Last year, two documentaries regarding the Adam Goodes booing fiasco were released mere weeks apart: Shark Island Productions’ The Final Quarter and Madman Films’ The Australian Dream, anchored by Stan Grant. These two films took different tacts reflecting on this public example of racialised harassment and how it manifested using the power of retrospect. While The Final Quarter relied entirely on archival footage to construct the narrative, The Australian Dream primarily relied upon interviews and talking heads to set the scene.

Both have now aired on Australian television, leading to heightened discussion on racism and the role it plays within the sporting world. Given the topic and timing of both of the films, I couldn’t help but compare the two films as an Aboriginal viewer who spends a lot of time dissecting Australia’s racism in her own analysis. As I watched both of them, my reaction to each was markedly different.
The Australian Dream, through its use of interviews, set the scene with regards to Goodes’ backstory. It gave viewers an insight into how Goodes, a man of humble beginnings, came to be one of the greatest players on the ground. It is inspirational both to watch Goodes’ skills grow but also to see him come into his own identity as an Aboriginal man.

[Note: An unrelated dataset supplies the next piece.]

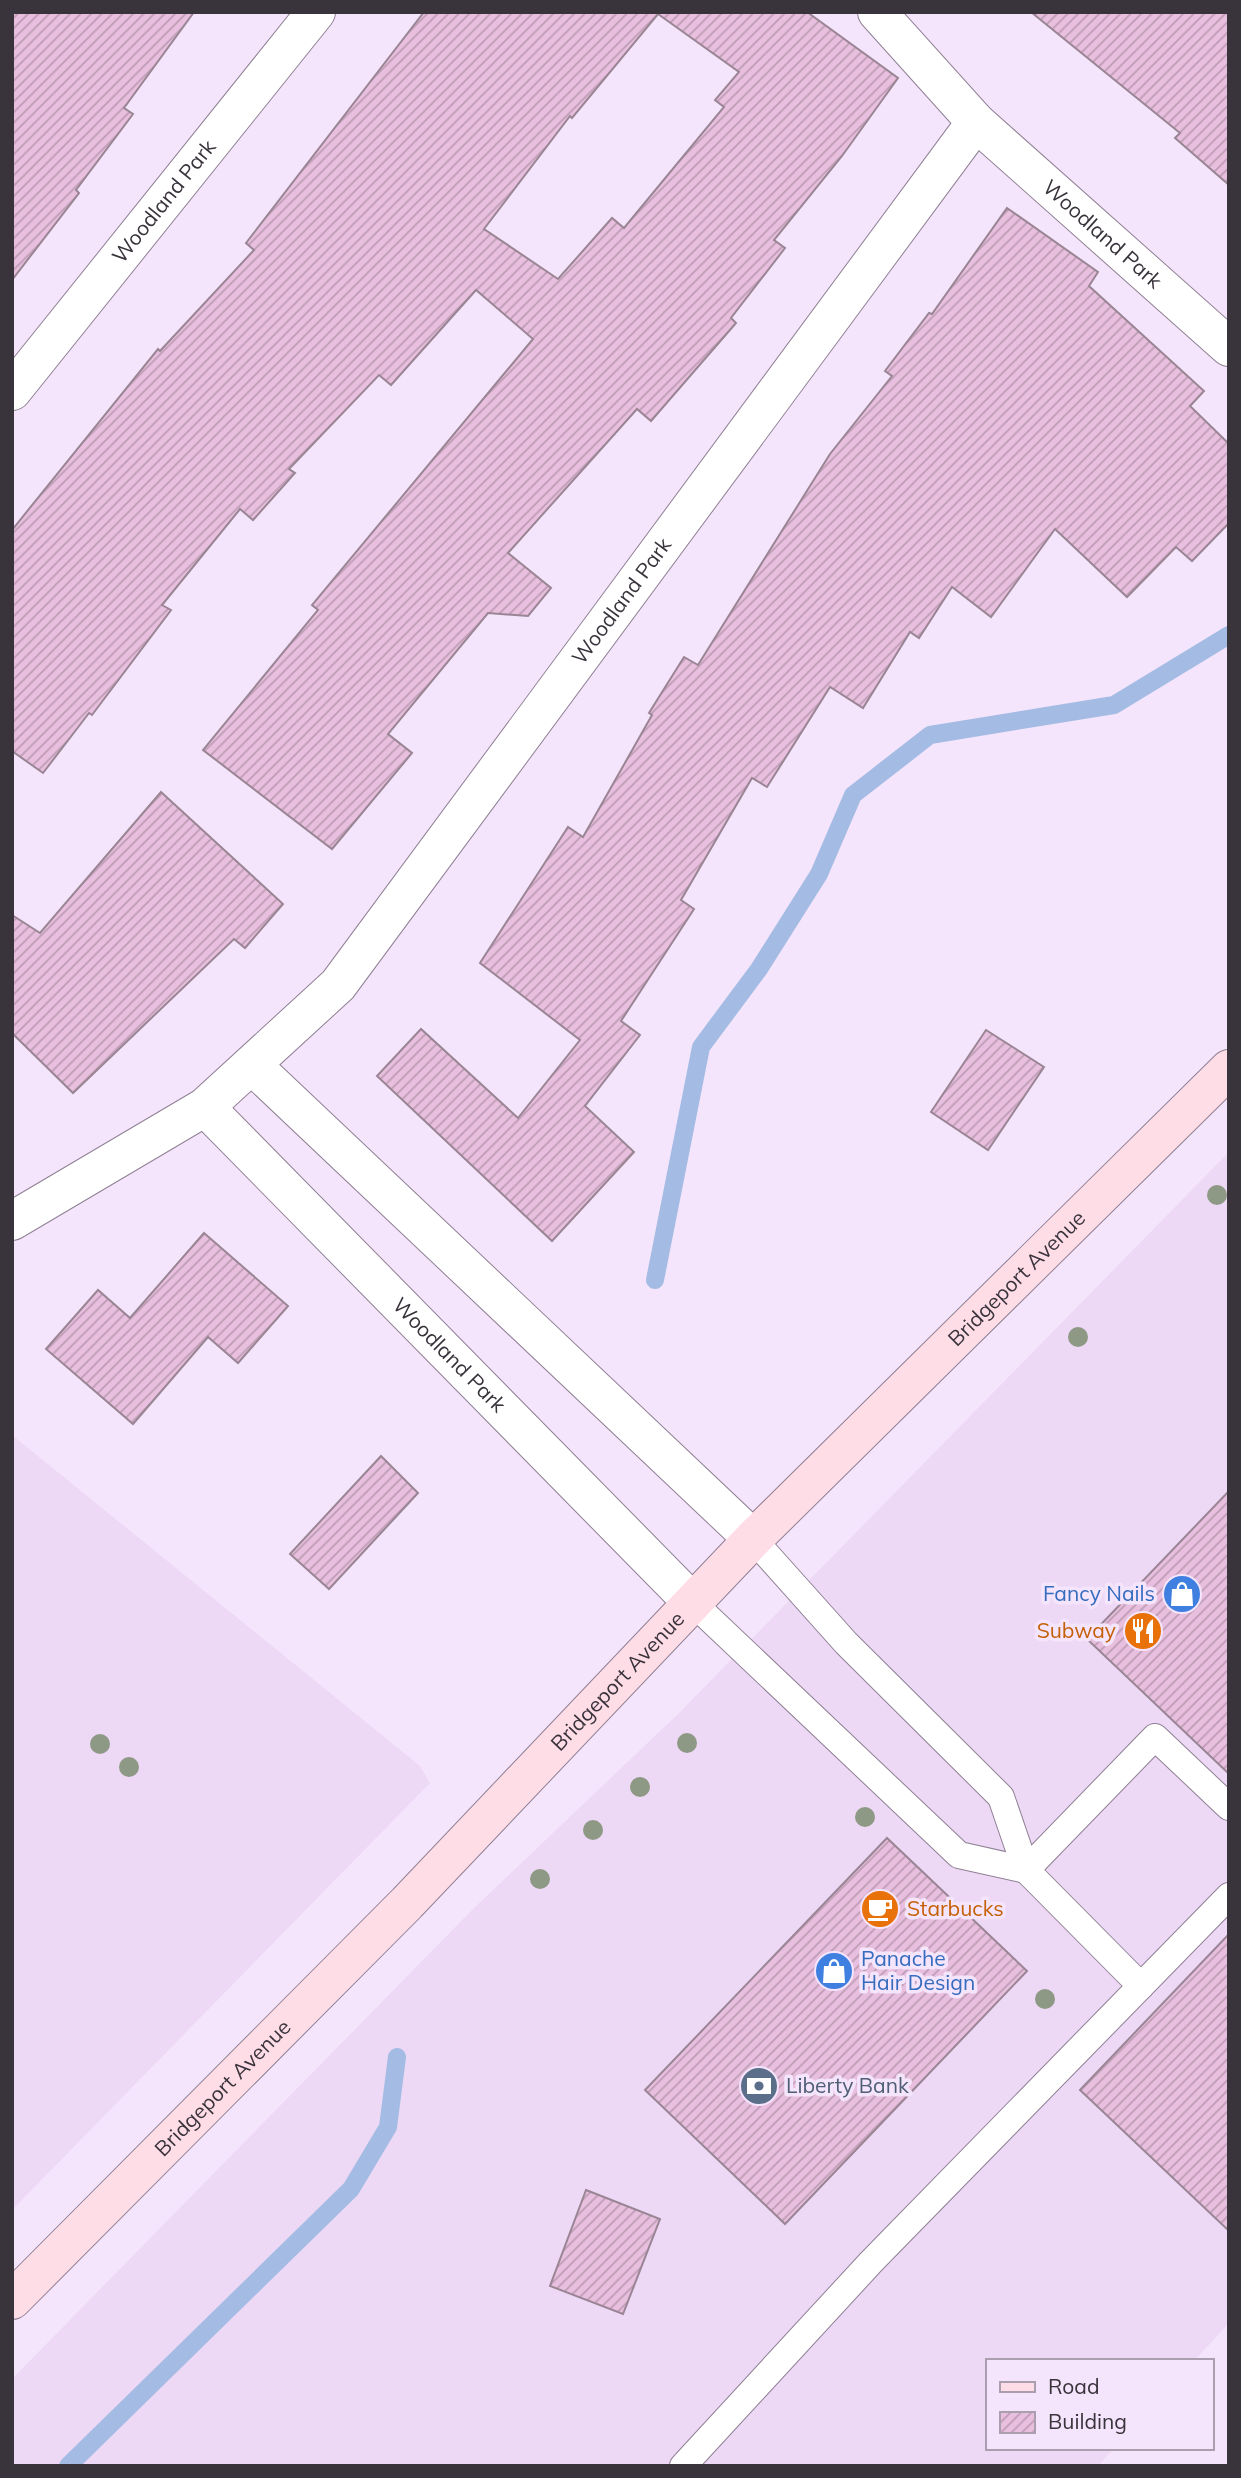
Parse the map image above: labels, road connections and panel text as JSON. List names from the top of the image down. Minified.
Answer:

The film also features interviews from past players such as Nicky Winmar and Gilbert McAdam, giving some insight into how racism has manifested on the ground over the years. This was valuable as it showed the 'it’s just because Goodes is a flog; other Aboriginal players didn’t face racism' argument for the complete fallacy it was. These interviews were then interspersed with other talking heads such as family members, conservative commentators and fellow Indigenous sports people.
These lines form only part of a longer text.